The crown consists of a circlet with four larger leaves alternating with four smaller leaves. Behind the larger leaves, four hoops extend in a cross over the crown and at the top is a monde with an enamel cross. Between the eight main leaves are even smaller leaves decorated with three pearls each.

The entire crown is decorated with pearls and gemstones, including rubies, emeralds, and diamonds. Most of the work was originally done in a style that is typical of the Renaissance, but it was partly changed later. However, most of the crown has been restored today. One addition - which still remains after recent restorations - is the eight diamonds that are located at the top of each of the eight leaves. They were installed in 1818.

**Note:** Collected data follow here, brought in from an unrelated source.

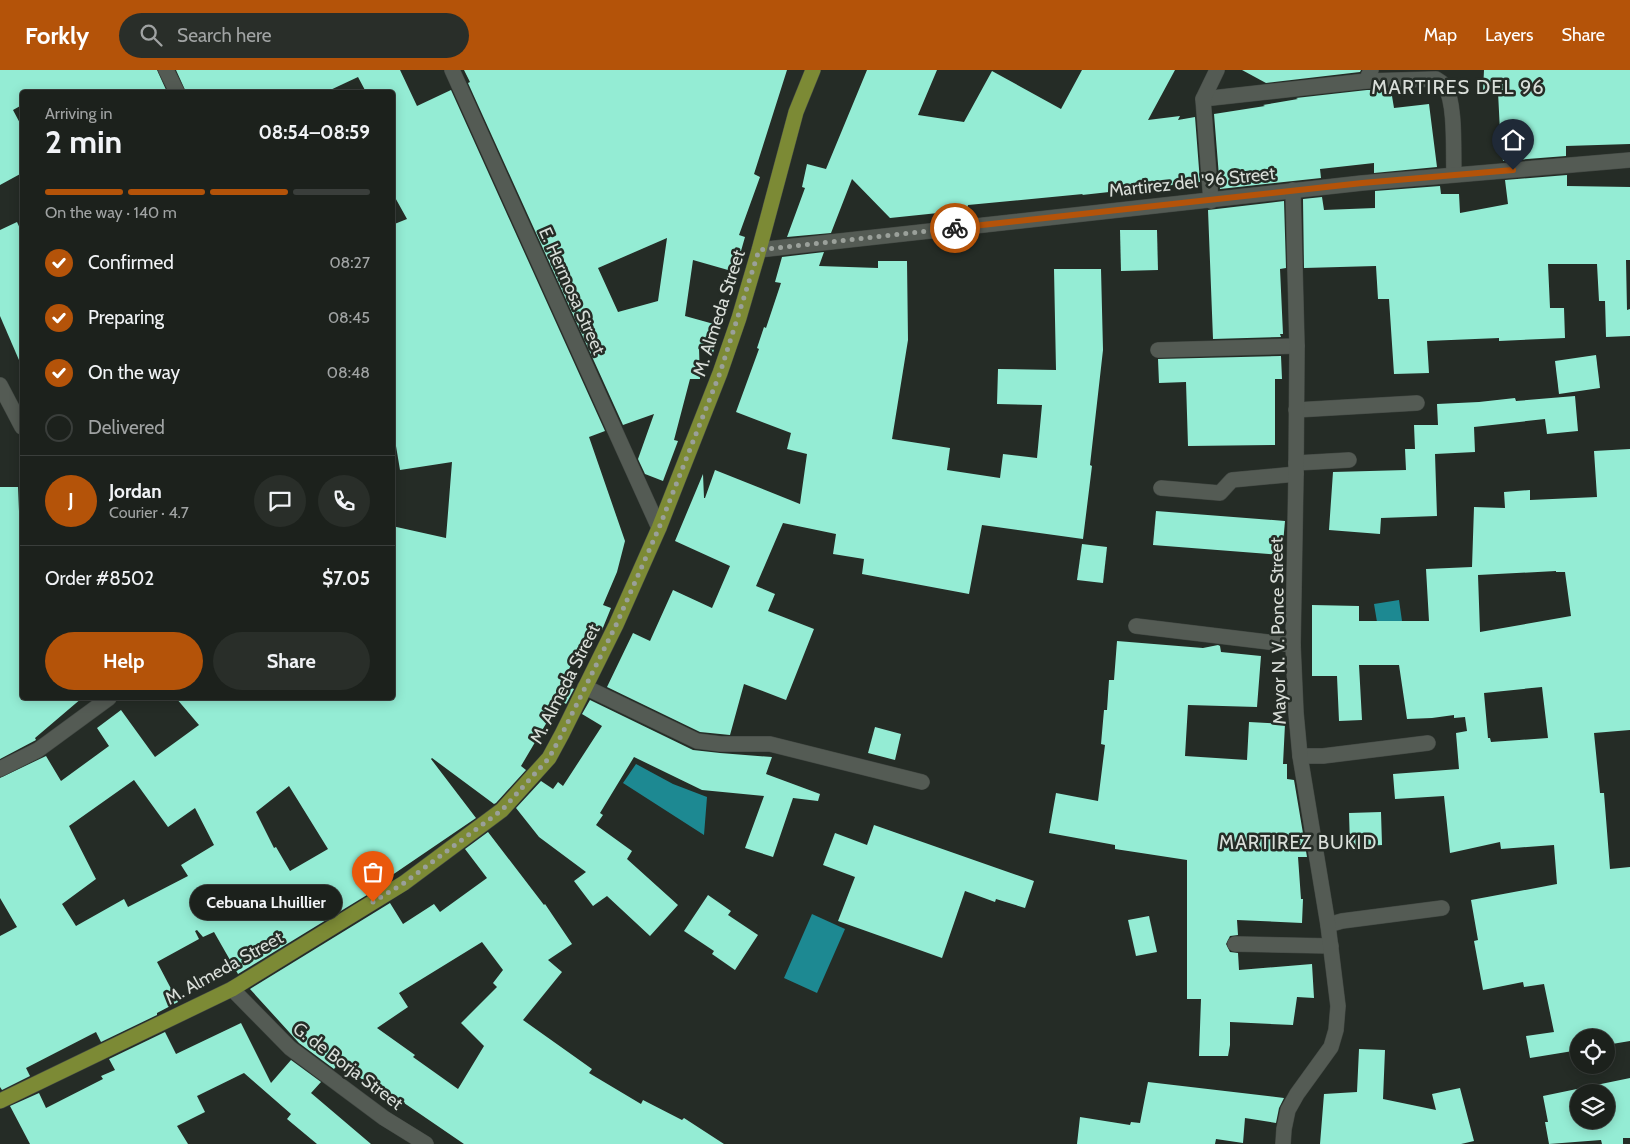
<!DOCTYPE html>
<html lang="en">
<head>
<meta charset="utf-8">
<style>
  body { margin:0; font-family:Cabin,sans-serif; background:#292e29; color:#f1f3f6; height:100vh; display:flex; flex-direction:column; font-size:19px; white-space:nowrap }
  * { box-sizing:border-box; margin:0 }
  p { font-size:16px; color:#a0a3a3 }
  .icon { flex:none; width:28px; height:28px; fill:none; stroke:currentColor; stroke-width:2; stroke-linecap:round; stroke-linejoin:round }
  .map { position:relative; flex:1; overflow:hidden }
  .details { position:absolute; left:20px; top:20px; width:375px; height:610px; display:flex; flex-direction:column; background:#1c211c; border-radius:5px; box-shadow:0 2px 12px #0003,0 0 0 1px #3a3e3b }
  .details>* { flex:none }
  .fabs { position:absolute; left:1570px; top:959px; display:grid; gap:10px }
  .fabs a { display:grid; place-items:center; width:45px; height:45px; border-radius:50%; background:#1c211c; box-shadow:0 2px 12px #0003,0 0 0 1px #3a3e3b; font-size:25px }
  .pin { position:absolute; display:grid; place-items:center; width:42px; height:42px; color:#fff; margin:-51px -21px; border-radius:50% 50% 50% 0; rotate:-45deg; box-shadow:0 0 5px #0007 }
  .pin .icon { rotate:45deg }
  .courier { position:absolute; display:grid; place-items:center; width:50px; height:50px; margin:-25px; border:4px solid #b45309; border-radius:50%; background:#fff; color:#222; box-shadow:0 1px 6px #0007 }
  .bubble { position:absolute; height:35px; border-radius:18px; background:#1c211c; box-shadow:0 2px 12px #0003,0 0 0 1px #3a3e3b; font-size:16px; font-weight:700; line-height:35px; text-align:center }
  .head em { font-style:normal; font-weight:700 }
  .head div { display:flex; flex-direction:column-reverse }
  .head { display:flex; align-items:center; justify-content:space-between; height:85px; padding:0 25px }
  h1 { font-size:32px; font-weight:700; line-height:38px }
  .bar { display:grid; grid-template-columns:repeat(4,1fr); gap:8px 5px; align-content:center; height:60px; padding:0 25px }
  .bar i { height:6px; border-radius:4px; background:#3a3e3b }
  .bar .on { background:#b45309 }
  .bar p { grid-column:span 4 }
  .line { display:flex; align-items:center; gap:12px; padding:0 25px; border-top:1px solid #3a3e3b }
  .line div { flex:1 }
  .round { display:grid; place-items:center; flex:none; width:52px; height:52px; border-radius:26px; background:#292e29 }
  ol { padding:0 25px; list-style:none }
  li { display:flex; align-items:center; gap:15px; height:55px }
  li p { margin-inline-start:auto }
  li .icon { padding:5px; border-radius:50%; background:#b45309; color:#fff; stroke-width:4 }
  li:last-child { color:#a0a3a3 }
  li i { width:28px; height:28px; border:2px solid #3a3e3b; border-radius:50% }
  .primary-button { display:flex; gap:10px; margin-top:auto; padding:10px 25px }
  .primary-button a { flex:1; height:58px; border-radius:30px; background:#b45309; color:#fff; font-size:20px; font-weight:700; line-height:58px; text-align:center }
  .primary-button a+a { background:#292e29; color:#f1f3f6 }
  header { display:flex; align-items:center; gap:30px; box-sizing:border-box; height:70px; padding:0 25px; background:#b45309; color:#fff }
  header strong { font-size:24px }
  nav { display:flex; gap:28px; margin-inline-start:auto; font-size:18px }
  .search { width:350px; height:45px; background:#292e29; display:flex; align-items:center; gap:12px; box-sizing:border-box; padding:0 18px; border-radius:28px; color:#a0a3a3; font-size:19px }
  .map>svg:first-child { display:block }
  .water { fill:#1d8992 }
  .building { fill:#94ecd4; fill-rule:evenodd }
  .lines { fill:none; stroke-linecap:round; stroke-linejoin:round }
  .minor-casing { stroke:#434944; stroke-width:16 }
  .major-casing { stroke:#434944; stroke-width:16 }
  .minor { stroke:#545b54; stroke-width:15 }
  .major { stroke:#7c8a35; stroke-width:15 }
  .done { stroke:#9aa09a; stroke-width:5; stroke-dasharray:0 9 }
  .route { stroke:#b45309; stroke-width:6 }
  .labels { text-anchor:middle; stroke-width:5; stroke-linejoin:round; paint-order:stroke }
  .street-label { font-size:18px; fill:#d9ded9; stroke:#252c26 }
  .neighbourhood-label { font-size:19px; letter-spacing:1px; fill:#d9ded9; stroke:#252c26 }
  .quarter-label { font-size:20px; letter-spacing:1px; fill:#d9ded9; stroke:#252c26 }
</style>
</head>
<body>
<header>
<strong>Forkly</strong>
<div class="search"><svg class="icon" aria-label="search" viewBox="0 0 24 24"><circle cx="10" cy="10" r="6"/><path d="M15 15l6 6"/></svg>Search here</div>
<nav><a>Map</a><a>Layers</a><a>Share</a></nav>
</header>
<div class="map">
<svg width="1630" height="1074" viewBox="0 0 1630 1074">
  <rect width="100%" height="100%" fill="#252c26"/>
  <g class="water">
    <polygon points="1399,530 1402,551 1412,553 1381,576 1374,534"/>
    <polygon points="636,694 673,714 707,727 704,765 623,713"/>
    <polygon points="812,844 845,859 817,923 784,908"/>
  </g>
  <g class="building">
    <polygon points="0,0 157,0 167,22 22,22 22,35 13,40 22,57 22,103 0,115"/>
    <path d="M176,0h224l17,36 34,-16 154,341 -16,6 36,104 -8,31 -14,33 8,3 -9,22 -12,-5 -28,59 12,5 -8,15 -6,-4 -39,66 5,4 -30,33 -2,1 -62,-46 -1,1 45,59 -97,66 1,3 -142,87 -24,-42 -11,5 -6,-7 -2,1 4,8 -42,23 21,40 -21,11v2l-56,27 -5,-10 -70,36 4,8 -28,14 -2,-3v-151l17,-9 -17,-29v-120l46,-22 15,25 48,-35 -12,-18 24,-18 34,47 44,-32 -23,-27h216v-172l54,12 6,-76 -52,8 -8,-48v-197l15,-6 -15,-27v-100h-26l-8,-15 -32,15h-140zM134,710l34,47 27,-19 19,37 -33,20 7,11 -60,31 -4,-8 -48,27 -14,-22 34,-25 -27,-53zM289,716l39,63 -38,22 -14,-24 -2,1 -18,-36z"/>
    <path d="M464,0h323l-33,104 6,3 -21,58 6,2 -10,35 -42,-12 -8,56 36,10 -8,27 -14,-4 1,30h-10l-16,61 4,1 -15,40 -18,-7 -7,-15 16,-45 -31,11 -155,-342 2,-1zM667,168l-9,63 -40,11 -20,-44z"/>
    <polygon points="867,0 937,0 918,45 964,52 992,1 1061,39 1082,0 1175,0 1148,50 1180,46 1178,50 1195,47 1200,112 1082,125 1083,124 968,135 967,140 890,148 852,109 831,163 787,167 805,118 802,117 807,94 826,99"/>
    <polygon points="1242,0 1361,0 1360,2 1266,13"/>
    <polygon points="1484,0 1630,0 1630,74 1566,76 1566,86 1503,91 1502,80 1501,81 1498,22 1483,21"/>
    <polygon points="1367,20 1391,20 1394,38 1429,34 1437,97 1374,103 1374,93 1320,99 1321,108 1220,119 1214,44 1265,36 1263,35 1298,29 1296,28"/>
    <polygon points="1567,105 1567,116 1630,117 1630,190 1626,190 1627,240 1630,239 1630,266 1606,267 1605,231 1599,231 1597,194 1548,194 1550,238 1564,238 1565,268 1499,271 1499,268 1427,271 1429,303 1394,304 1389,229 1378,229 1376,196 1304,198 1303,129 1322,127 1324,140 1375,138 1375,121 1440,116 1441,124 1459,124 1460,143 1508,134 1505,110"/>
    <polygon points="1284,131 1286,198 1280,199 1283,264 1280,264 1281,267 1213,269 1208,140"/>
    <polygon points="17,152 22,163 22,297 0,246 0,160"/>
    <polygon points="1120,160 1157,160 1158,200 1121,201"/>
    <polygon points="824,182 819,196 878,198 878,191 907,191 908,270 892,369 950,378 947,400 1000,408 1003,384 1037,388 1042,335 997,334 998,299 1056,300 1054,199 1101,199 1103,280 1090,395 1092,396 1083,469 982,455 969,524 862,504 864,489 833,484 836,464 783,453 756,516 775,524 768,541 814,559 786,630 744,614 730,665 700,662 607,617 633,563 650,571 673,520 712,538 730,496 675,471 703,404 704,428 705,428 715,400 800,434 807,384 787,379 791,363 736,342 759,279 757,278 764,257 766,258 781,213 775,212 782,187"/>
    <polygon points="1596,285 1600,318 1559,324 1555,291"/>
    <polygon points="1281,286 1282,309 1275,309 1275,375 1188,376 1186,312 1159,313 1158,289"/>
    <polygon points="1575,326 1578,361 1547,364 1545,349 1474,357 1475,382 1435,384 1437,446 1381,448 1380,464 1329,460 1333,402 1406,400 1405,379 1415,379 1414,355 1438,355 1437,334 1479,332 1515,328 1516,331"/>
    <path d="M1630,379v281l-36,3 6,60h4l6,76 20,-2v174l-24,4v-7h-27v12l-49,8 -4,-22 28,-4 -10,-48 -20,3 -1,-5 -40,8 -9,-49 4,-1 -7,-40 86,-16 -3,-39 -53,4 -1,-7 -50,11 -6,-57 -49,3 -2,-25 66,-5 -3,-36 11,-2 -2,-14 -11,1v-3l-22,3 -25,1 -8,-54h-40l3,55 -23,1 -2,-45h-25v-71l47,1v15h70l-3,-52 46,-2 2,-60 31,1 -1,-16 26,-2v10l67,-3 -3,-46zM1556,501v1h9l6,44 -91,16 -2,-57zM1542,617l6,51 -57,4 -1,-4h-2l-4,-45z"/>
    <polygon points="0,417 18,417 22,514 22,628 82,628 35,668 36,670 0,689"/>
    <polygon points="1156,441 1285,451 1282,485 1153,475"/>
    <polygon points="1082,474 1107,477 1103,513 1077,510"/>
    <polygon points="1117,571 1203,578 1218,575 1220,576 1221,582 1261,586 1257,637 1188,635 1185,686 1247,690 1249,652 1285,654 1283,694 1287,694 1287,709 1294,710 1307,787 1298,787 1301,829 1303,829 1302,853 1237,850 1238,865 1230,866 1226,874 1230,882 1238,883 1239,900 1312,894 1314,928 1297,927 1293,955 1230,952 1230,975 1228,986 1199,986 1201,929 1187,929 1187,790 1115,779 1115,775 1049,763 1056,723 1098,731 1105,675 1101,674 1104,640 1107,640 1109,610 1114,610"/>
    <polygon points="590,630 693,680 720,683 772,687 766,704 820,724 818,731 793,728 773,787 745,778 764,726 702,720 634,687 600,743 603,745 596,755 632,781 627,789 678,835 650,866 607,826 593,836 574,811 586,802 539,767 516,738 541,711 553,719 558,712 563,716 602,656 582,644"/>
    <polygon points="875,657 901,664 895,690 868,683"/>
    <polygon points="1381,742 1382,775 1350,777 1349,743"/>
    <polygon points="874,755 1034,811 1025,838 996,829 995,832 965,821 942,888 838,851 855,807 823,795 835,763 867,775"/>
    <path d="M488,762l56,73 1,-1 27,40 -24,16 14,12 -39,48 69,49 -3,4 52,31 2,-4 39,20 2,-2 40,26h-260l-76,-52 -2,4 -47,-33 -5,6 -35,-26 -49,-54 140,-86 13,21 31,-20 6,8 47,-34 -22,-29zM482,872l21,28 -10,13 4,4 -36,36 23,23 -26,43 -45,-32 2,-2 -38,-27 31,-21 -9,-14z"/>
    <polygon points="708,825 731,841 728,845 758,865 735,900 712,884 714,881 684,861"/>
    <polygon points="1149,846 1157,882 1136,886 1128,850"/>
    <polygon points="241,953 271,1013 291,990 321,1012 311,1023 371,1074 317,1074 287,1049 291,1044 244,1003 197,1026 205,1042 177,1056 188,1074 30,1074 10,1036 39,1023 46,1038 103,1009 101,1006 115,1000 109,989 165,962 176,984"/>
    <polygon points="1359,979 1385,980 1383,1029 1436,1040 1432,1024 1460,1018 1474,1071 1461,1074 1320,1074 1324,1024 1357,1022"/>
    <path d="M1630,1008v60h-7v6h-21l-1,-4 -52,4 -4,-22h3l-5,-26zM1579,1022h27v28h-27z"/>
    <polygon points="1148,1012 1284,1028 1279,1038 1276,1053 1245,1048 1243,1073 1216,1069 1215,1074 1077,1074 1080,1047 1130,1055 1131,1052 1140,1053"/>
  </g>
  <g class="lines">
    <g class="minor-casing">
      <g id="minor">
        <polyline points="166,0 177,22"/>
        <polyline points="452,0 659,458"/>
        <path d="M1366,11l70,-2c3,2 7,4 9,7 11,18 8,66 9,88"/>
        <polyline points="1203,29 1366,11 1371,0"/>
        <polyline points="1211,131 1203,29 1217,0"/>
        <polyline points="759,180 1362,113 1630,90"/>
        <polyline points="1158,280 1297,276"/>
        <polyline points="0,315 22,357"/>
        <polyline points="1296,340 1417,333"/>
        <polyline points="1296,393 1349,390"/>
        <polyline points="1161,418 1220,423 1232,410 1296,404"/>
        <polyline points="1136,556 1293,575"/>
        <polyline points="585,617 697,671 721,674 770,674 922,712"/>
        <polyline points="1300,686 1323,686 1428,673"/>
        <polyline points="0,699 38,680 109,628"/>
        <polyline points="1328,855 1342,851 1442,838"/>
        <polyline points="1235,874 1331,876"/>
        <polyline points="232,919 290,978 384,1048 426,1074"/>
        <polyline points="1283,1074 1284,1059 1288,1040 1297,1024 1331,977 1336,960 1338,936 1328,855 1300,686 1296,643 1293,575 1296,404 1297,276 1293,120"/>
      </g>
    </g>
    <g class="major-casing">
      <polyline id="major" points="0,1031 232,919 404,813 502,740 549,688 562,664 616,555 659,458 720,303 739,248 759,180 796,42 813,0"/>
    </g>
    <use href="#minor" class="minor"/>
    <use href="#major" class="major"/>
  </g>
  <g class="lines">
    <polyline class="done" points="373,832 404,813 502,740 549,688 562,664 616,555 659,458 720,303 759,180 955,158"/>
    <polyline class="route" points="955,158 1362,113 1513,100"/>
  </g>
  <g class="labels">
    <g class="street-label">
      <text transform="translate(1192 112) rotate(-6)" y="6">Martirez del '96 Street</text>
      <text transform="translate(572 221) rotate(66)" y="6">E. Hermosa Street</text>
      <text transform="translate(719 243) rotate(-72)" y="6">M. Almeda Street</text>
      <text transform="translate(1278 561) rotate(-91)" y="6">Mayor N. V. Ponce Street</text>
      <text transform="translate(565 614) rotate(-63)" y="6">M. Almeda Street</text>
      <text transform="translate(224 898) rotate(-29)" y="6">M. Almeda Street</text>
      <text transform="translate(348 996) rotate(37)" y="6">G. de Borja Street</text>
    </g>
    <g class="neighbourhood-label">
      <text x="1298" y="779">MARTIREZ BUKID</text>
    </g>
    <g class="quarter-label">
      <text x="1458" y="24">MARTIRES DEL 96</text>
    </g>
  </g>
</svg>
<div class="fabs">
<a><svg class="icon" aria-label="locate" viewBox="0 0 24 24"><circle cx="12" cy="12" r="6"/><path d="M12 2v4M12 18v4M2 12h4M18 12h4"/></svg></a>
<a><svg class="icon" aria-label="layers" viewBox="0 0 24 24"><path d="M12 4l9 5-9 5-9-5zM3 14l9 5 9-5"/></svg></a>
</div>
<div class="pin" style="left:373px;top:832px;background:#ea580c"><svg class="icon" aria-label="bag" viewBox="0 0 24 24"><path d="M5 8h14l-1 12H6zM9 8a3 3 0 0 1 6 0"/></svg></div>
<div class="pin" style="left:1513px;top:100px;background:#1f2937"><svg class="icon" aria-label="home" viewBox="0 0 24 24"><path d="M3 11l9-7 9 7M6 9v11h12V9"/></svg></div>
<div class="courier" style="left:955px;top:158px"><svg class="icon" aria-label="bike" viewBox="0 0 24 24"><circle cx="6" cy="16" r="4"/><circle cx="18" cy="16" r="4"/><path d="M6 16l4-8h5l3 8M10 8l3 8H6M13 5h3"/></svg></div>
<div class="bubble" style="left:190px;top:815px;width:152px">Cebuana Lhuillier</div>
<section class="details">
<div class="head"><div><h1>2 min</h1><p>Arriving in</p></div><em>08:54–08:59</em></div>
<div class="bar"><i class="on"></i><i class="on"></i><i class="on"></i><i></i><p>On the way · 140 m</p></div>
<ol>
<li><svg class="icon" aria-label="check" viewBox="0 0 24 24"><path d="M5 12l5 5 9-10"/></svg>Confirmed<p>08:27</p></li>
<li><svg class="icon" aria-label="check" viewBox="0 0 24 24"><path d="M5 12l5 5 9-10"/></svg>Preparing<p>08:45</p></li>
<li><svg class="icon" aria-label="check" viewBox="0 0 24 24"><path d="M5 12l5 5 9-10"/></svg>On the way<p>08:48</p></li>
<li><i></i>Delivered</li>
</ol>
<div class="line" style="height:90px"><b class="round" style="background:#b45309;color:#fff">J</b><div><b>Jordan</b><p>Courier · 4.7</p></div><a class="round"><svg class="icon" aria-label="chat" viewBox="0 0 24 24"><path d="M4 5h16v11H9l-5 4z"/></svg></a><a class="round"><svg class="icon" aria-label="phone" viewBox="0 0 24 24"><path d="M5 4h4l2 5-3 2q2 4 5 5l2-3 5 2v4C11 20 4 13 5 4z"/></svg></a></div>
<div class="line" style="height:65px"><div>Order #8502</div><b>$7.05</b></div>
<div class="primary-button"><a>Help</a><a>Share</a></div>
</section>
</div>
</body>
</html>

In the nineteenth century, King Charles XIV John had the original gold monde and cross replaced with a larger blue monde adorned with diamonds, accompanied by a more brilliant cross on top. The gold monde suited the crown better; the blue monde spoilt the symmetry of the crown, as it seemed slightly larger.

In about 1970 the original monde and cross were reinstated, and a cap within the crown made in 1778 of beaded gold embroidery was replaced by a dark red velvet cap to restore its original appearance. The blue monde (with its cross) is now displayed next to the crown in the Treasury.